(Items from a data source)

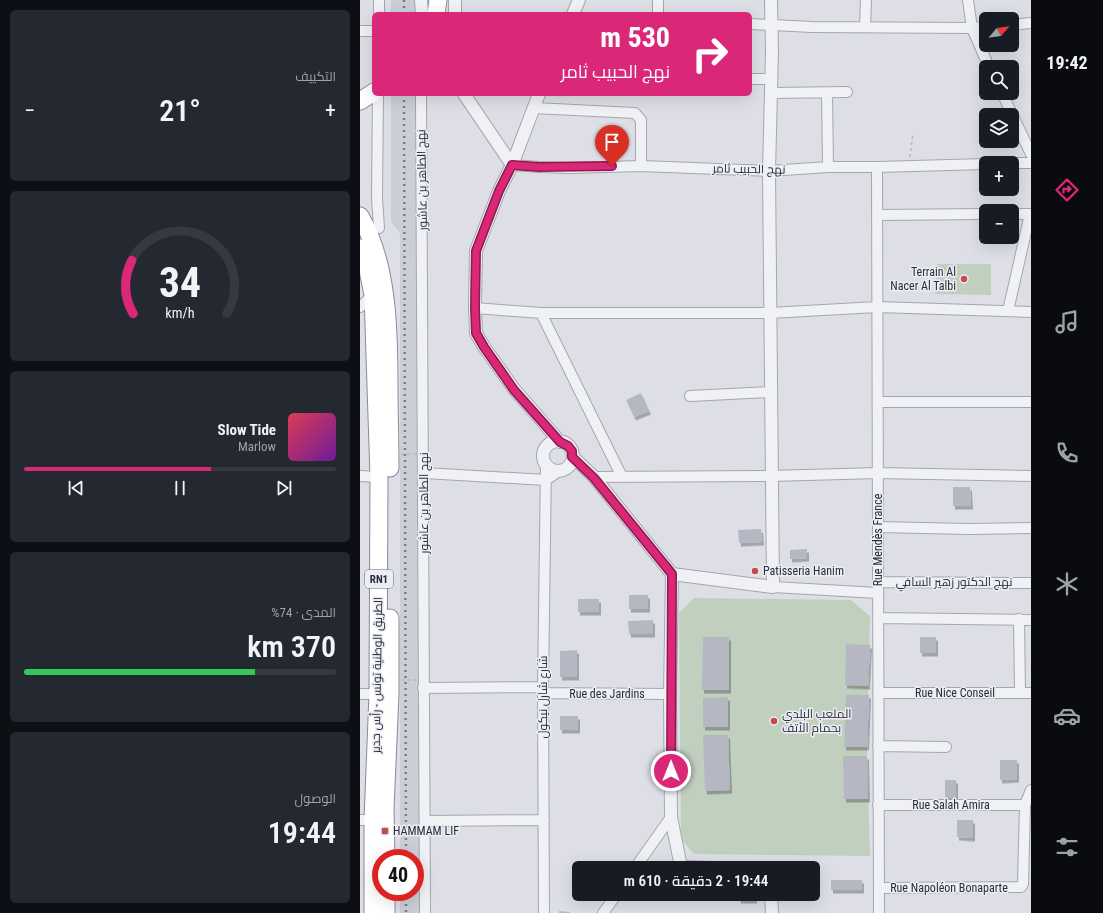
<!DOCTYPE html>
<html lang="ar">
<meta charset="utf-8">
<style>
:root{--surface:#171b24;--page:#242831;--text:#f1f3f6;--muted:#9ea1a6;--line:#363941;--accent:#db2777}
body{margin:0;font-family:"Roboto Condensed",Cairo,sans-serif;background:var(--page);color:var(--text);direction:rtl;height:100vh;display:flex;flex-direction:column;font-size:15px;white-space:nowrap}
*{box-sizing:border-box;margin:0}
p{font-size:13px;color:var(--muted)}
.icon{flex:none;width:22px;height:22px;fill:none;stroke:currentColor;stroke-width:2;stroke-linecap:round;stroke-linejoin:round}
.map{position:relative;flex:1;overflow:hidden;direction:ltr}
.panel{display:flex;flex-direction:column;gap:10px;padding:10px;background:#0d0f14;width:360px}
.panel>*{flex:none}
.guide{position:absolute;left:12px;top:12px;width:380px;height:84px;border-radius:6px;box-shadow:0 4px 16px #0002;direction:rtl;background:#db2777;color:#fff;overflow:hidden}
.needle{width:26px;rotate:62deg}
.fabs{position:absolute;left:619px;top:12px;display:grid;gap:8px}
.fabs a{display:grid;place-items:center;width:40px;height:40px;border-radius:6px;background:var(--surface);box-shadow:0 4px 16px #0002;font-size:20px}
.speed{position:absolute;left:12px;top:849px;display:flex;gap:8px;font-size:20px;font-weight:700;text-align:center}
.speed>*{display:grid;place-content:center;width:52px;height:52px;border-radius:50%;background:var(--surface);box-shadow:0 4px 16px #0002;line-height:1}
.speed .limit{border:6px solid #d22;background:#fff;color:#111}
.pin{position:absolute;display:grid;place-items:center;width:34px;height:34px;color:#fff;margin:-41px -17px;border-radius:50% 50% 50% 0;rotate:-45deg;box-shadow:0 0 4px #0007}
.pin .icon{rotate:45deg}
.me{position:absolute;width:44px;margin:-22px;rotate:0deg;stroke-linejoin:round;filter:drop-shadow(0 0 3px #0008)}
.turn{display:flex;align-items:center;gap:14px;height:84px;padding:0 16px;font-size:18px}
.turn .icon{width:52px;height:52px;stroke-width:2.5}
.turn b{display:block;font-size:28px;line-height:34px}
.big{font-size:30px;font-weight:600;line-height:1.1}
.panel .card{flex:1;display:flex;flex-direction:column;justify-content:center;gap:6px;min-width:0;padding:0 14px;border-radius:6px;background:var(--page)}
.panel .dial{align-items:center;gap:0}
.dial svg{height:104px;overflow:visible;fill:none;stroke:var(--line);stroke-width:7;stroke-linecap:round;text-anchor:middle}
.dial text{fill:var(--text);stroke:none}
.song{display:flex;align-items:center;gap:12px}
.cover{width:48px;height:48px;border-radius:6px;background:linear-gradient(135deg,hsl(350 70% 55%),hsl(280 70% 35%))}
.played{height:4px;border-radius:2px;background:linear-gradient(90deg,var(--accent) 60%,var(--line) 60%)}
.keys{display:flex;justify-content:space-around;direction:ltr}
.heat{display:flex;justify-content:space-between;align-items:center;font-size:22px;direction:ltr}
.charge{height:6px;border-radius:3px;background:linear-gradient(90deg,#34c759 74%,var(--line) 0)}
.trip{position:absolute;left:212px;top:861px;width:248px;height:40px;border-radius:6px;background:var(--surface);box-shadow:0 4px 16px #0002;font-weight:600;line-height:40px;text-align:center;direction:rtl}
main{display:flex;flex:1;min-height:0}
.menu{display:flex;flex-direction:column;width:72px;justify-content:space-around;align-items:center;background:#090b0e;color:var(--muted)}
.menu .icon{width:28px;height:28px}
.menu .on{color:var(--accent)}
.menu b{font-size:18px;color:var(--text)}
.map>svg:first-child{display:block}
.built{fill:#ccced7}
.green{fill:#c1cfbf}
.building{fill:#b5b8c2;filter:url(#shadow)}
.lines{fill:none;stroke-linecap:round;stroke-linejoin:round}
.minor-casing{stroke:#a4a6af;stroke-width:12}
.tertiary-casing{stroke:#a4a6af;stroke-width:14}
.trunk-casing{stroke:#868b9b;stroke-width:19}
.path{stroke:#b8bac1;stroke-width:1.5;stroke-dasharray:3 3;stroke-linecap:butt}
.minor{stroke:#f0f1f5;stroke-width:10}
.tertiary{stroke:#f0f1f5;stroke-width:12}
.trunk{stroke:#fff;stroke-width:17}
.rail{stroke:#787d8e;stroke-width:2.5;stroke-dasharray:2 4;stroke-linecap:butt}
.path-bridge{stroke:#b8bac1;stroke-width:1.5;stroke-dasharray:3 3;stroke-linecap:butt}
.route-casing{stroke:#8e194d;stroke-width:10}
.route{stroke:#db2777;stroke-width:7}
.poi-dot{fill:#c24e4b;stroke:#edeef4;stroke-width:1.5}
.labels{text-anchor:middle;dominant-baseline:central;stroke-width:3;stroke-linejoin:round;paint-order:stroke}
.shield{fill:#edeef4;stroke:#636672;stroke-width:1}
.shield-label{font-size:11px;font-weight:bold;fill:#282c3b}
.street-label{font-size:12px;fill:#282c3b;stroke:#edeef4}
.poi-label{font-size:12px;fill:#282c3b;stroke:#edeef4;text-anchor:start}
</style>
<main>
<nav class="menu">
<b>19:42</b>
<svg class="icon on" aria-label="directions" viewBox="0 0 24 24"><path d="M12 3l9 9-9 9-9-9zM9 14v-3h6M13 9l2 2-2 2"/></svg>
<svg class="icon" aria-label="music" viewBox="0 0 24 24"><path d="M9 18V5l10-2v13"/><circle cx="6" cy="18" r="3"/><circle cx="16" cy="16" r="3"/></svg>
<svg class="icon" aria-label="phone" viewBox="0 0 24 24"><path d="M5 4h4l2 5-3 2q2 4 5 5l2-3 5 2v4C11 20 4 13 5 4z"/></svg>
<svg class="icon" aria-label="climate" viewBox="0 0 24 24"><path d="M12 3v18M4 7l16 10M4 17L20 7"/></svg>
<svg class="icon" aria-label="car" viewBox="0 0 24 24"><path d="M5 17H2v-5l4-1 3-4h7l3 4 3 1v5h-3M9 17h6M6 11h13"/><circle cx="7" cy="17" r="2"/><circle cx="17" cy="17" r="2"/></svg>
<svg class="icon" aria-label="filters" viewBox="0 0 24 24"><path d="M4 7h16M4 17h16"/><circle cx="9" cy="7" r="2"/><circle cx="15" cy="17" r="2"/></svg>
</nav>
<div class="map">
<svg width="671" height="913" viewBox="0 0 671 913">
<defs>
<filter id="shadow"><feDropShadow dx="2" dy="3.5" stdDeviation="0" flood-color="#0004"/></filter>
</defs>
<rect width="100%" height="100%" fill="#dedfe6"/>
<path class="built" d="M31,0H58V14H31Z
M31,94H58L59,913H40V892H55V858H40V233L31,222Z"/>
<path class="green" d="M577,264H631V295L575,294Z
M334,598L491,600L510,616L507,747L510,856L334,854L321,839L319,613Z"/>
<path class="building" d="M281,393L289,411L274,417L266,400Z
M593,487H610L611,506H593Z
M401,529L402,542L379,543L378,530Z
M447,549V558L430,559V550Z
M269,595H288V609H269Z
M218,599H239V612H218Z
M293,620V634H269L268,621Z
M343,637H369V690H342Z
M560,637H576V653H560Z
M486,644L510,645L508,686L485,685Z
M217,650V677H200V651Z
M486,695H509L507,747H484Z
M368,697V727H343V698Z
M200,716H218V730H200Z
M343,735H368L370,790L345,791Z
M483,756H507L508,799H484Z
M640,760H657V779L640,780Z
M585,780H596V798H585Z
M597,820H613V838L597,837Z
M471,880H502V890H471Z
M378,894H395V900H379Z
M199,911L210,912V913H199Z"/>
<g class="lines">
<g class="minor-casing">
<path id="minor" d="M298,0V14
M608,0L612,28L629,67
M19,14V0
M390,24L452,27L612,28L626,27
M652,25L671,23
M505,27L506,0
M0,31H14
M390,79H411
M411,93L487,92
M467,93L468,167
M642,93L671,154
M18,94L17,198L19,228
M61,94C63,367 64,640 65,913
M174,108L275,113L281,120V166
M652,163H671
M152,165L179,167L210,168L281,166L409,171L468,167H517L626,164
M517,167L519,913
M652,214H671
M517,215L626,214
M0,307L13,295
M115,308L181,313H410L517,307L671,312
M648,311L670,214
M181,313L262,477
M330,396L411,392
M518,402H671
M64,473L186,480
M0,476L19,477
M234,477L411,476L518,473L671,476
M186,480L199,471
M518,527L608,529L671,528
M518,582L671,583
M413,587L518,593
M518,618L671,620
M659,619L660,693
M63,688L183,687
M183,693L310,694
M518,693H671
M0,694H22
M518,746L586,747
M518,805H665
M0,820H13
M65,821L184,820
M275,868L311,817
M301,868L321,867
M519,888L661,887L663,884L665,805L671,790
M184,913L183,687L186,464
M243,913L257,894"/>
</g>
<g class="tertiary-casing">
<path id="tertiary" d="M61,0L62,14
M95,14V0
M213,14L219,0
M104,94L152,165
M179,94L152,165L139,191L116,251L115,308L116,333L124,347L154,389L200,442
M183 456a15 15 0 1 1 30 0a15 15 0 1 1-30 0Z
M213,457L234,477L312,574L310,694L311,817L321,867L359,868
M312,574L413,587L409,171L412,51L411,0
M411,894L412,913"/>
</g>
<g class="trunk-casing">
<path id="trunk" d="M76,14L78,0
M0,101L14,92
M0,216C28,263 29,331 29,385C29,413 30,440 30,468
M0,248L7,265L13,295L19,477L18,694L13,820V913
M26,858L25,809L30,694V618
M26,892V913"/>
</g>
<path class="path" d="M550,157L553,133"/>
<use href="#minor" class="minor"/>
<use href="#tertiary" class="tertiary"/>
<use href="#trunk" class="trunk"/>
<path class="rail" d="M44,0V14
M44,94L46,858
M46,892V913"/>
<path class="path-bridge" d="M41,454H56
M42,680H56"/>
</g>
<g class="lines">
<g class="route-casing">
<path id="route" d="M252,166L179,167L152,165L139,191L116,251L115,308L116,333L124,347L154,390L200,442L208,446L212,451V457L234,478L312,574L311,771"/>
</g>
<use href="#route" class="route"/>
</g>
<g class="poi-dot">
<circle cx="604" cy="279" r="4"/>
<circle cx="395" cy="571" r="4"/>
<circle cx="414" cy="721" r="4"/>
<rect x="21" y="827" width="8" height="8" rx="2"/>
</g>
<g class="labels">
<rect class="shield" x="5" y="570" width="28" height="18" rx="3"/>
<g class="shield-label">
<text x="19" y="579">RN1</text>
</g>
<g class="street-label">
<text transform="translate(389 169) rotate(1)">نهج الحبيب ثامر</text>
<text transform="translate(62 180) rotate(-91)">نهج الطاهر بن عاشور</text>
<text transform="translate(64 503) rotate(-90)">نهج الطاهر بن عاشور</text>
<text transform="translate(518 540) rotate(-90)">Rue Mendès France</text>
<text x="594" y="582">نهج الدكتور زهير السافي</text>
<text transform="translate(17 675) rotate(-89)">الطريق الوطنية تونس - رأس جدير</text>
<text x="595" y="693">Rue Nice Conseil</text>
<text x="247" y="694">Rue des Jardins</text>
<text transform="translate(183 697) rotate(-90)">شارع شارل نيكول</text>
<text x="591" y="805">Rue Salah Amira</text>
<text x="589" y="888">Rue Napoléon Bonaparte</text>
</g>
<g class="poi-label">
<text x="596" y="272" text-anchor="end">Terrain Al<tspan x="596" dy="14">Nacer Al Talbi</tspan></text>
<text x="403" y="571">Patisseria Hanim</text>
<text x="422" y="714">الملعب البلدي<tspan x="422" dy="14">بحمام الأتف</tspan></text>
<text x="33" y="831">HAMMAM LIF</text>
</g>
</g>
</svg>
<div class="fabs">
<a><svg class="needle" viewBox="-14 -14 28 28"><path d="M0-13l5 13h-10z" fill="#e53935"/><path d="M0 13l5-13h-10z" fill="#9ea1a6"/></svg></a>
<a><svg class="icon" aria-label="search" viewBox="0 0 24 24"><circle cx="10" cy="10" r="6"/><path d="M15 15l6 6"/></svg></a>
<a><svg class="icon" aria-label="layers" viewBox="0 0 24 24"><path d="M12 4l9 5-9 5-9-5zM3 14l9 5 9-5"/></svg></a>
<a>+</a>
<a>−</a>
</div>
<div class="speed"><div class="limit">40</div></div>
<div class="pin" style="left:252px;top:166px;background:#d93025"><svg class="icon" aria-label="arrive" viewBox="0 0 24 24"><path d="M6 21V4h12l-3 4 3 4H6"/></svg></div>
<svg class="me" style="left:311px;top:771px" viewBox="-20 -20 40 40"><circle r="17" fill="#db2777" stroke="#fff" stroke-width="3"/><path d="M0-11L8 9 0 5-8 9z" fill="#fff"/></svg>
<div class="trip">19:44 · 2 دقيقة · 610 m</div>
<div class="guide">
<div class="turn"><svg class="icon" aria-label="right" viewBox="0 0 24 24"><path d="M7 20v-9h11M14 6l5 5-5 5"/></svg><div><b>530 m</b>نهج الحبيب ثامر</div></div>
</div>
</div>
<section class="panel">
<div class="card"><p>التكييف</p>
<div class="heat"><a>−</a><b class="big">21°</b><a>+</a></div>
</div>
<div class="card dial"><svg viewBox="0 0 100 80">
<path d="M14 69A42 42 0 1 1 86 69"/>
<path d="M14 69A42 42 0 0 1 13 28" stroke="#db2777"/>
<text x="50" y="56" font-size="32" font-weight="700">34</text>
<text x="50" y="72" font-size="11">km/h</text>
</svg></div>
<div class="card">
<div class="song"><i class="cover"></i><div><b>Slow Tide</b><p>Marlow</p></div></div>
<div class="played"></div>
<div class="keys"><svg class="icon" aria-label="previous" viewBox="0 0 24 24"><path d="M18 5L8 12l10 7zM5 5v14"/></svg><svg class="icon" aria-label="pause" viewBox="0 0 24 24"><path d="M8 5v14M16 5v14"/></svg><svg class="icon" aria-label="next" viewBox="0 0 24 24"><path d="M6 5l10 7-10 7zM19 5v14"/></svg></div>
</div>
<div class="card"><p>المدى · 74%</p><b class="big">370 km</b><div class="charge"></div></div>
<div class="card"><p>الوصول</p><b class="big">19:44</b></div>
</section>
</main>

To do:
In the lines above, locate the string "space". Copy every line where it occurs.

Exercise answer:
body{margin:0;font-family:"Roboto Condensed",Cairo,sans-serif;background:var(--page);color:var(--text);direction:rtl;height:100vh;display:flex;flex-direction:column;font-size:15px;white-space:nowrap}
.keys{display:flex;justify-content:space-around;direction:ltr}
.heat{display:flex;justify-content:space-between;align-items:center;font-size:22px;direction:ltr}
.menu{display:flex;flex-direction:column;width:72px;justify-content:space-around;align-items:center;background:#090b0e;color:var(--muted)}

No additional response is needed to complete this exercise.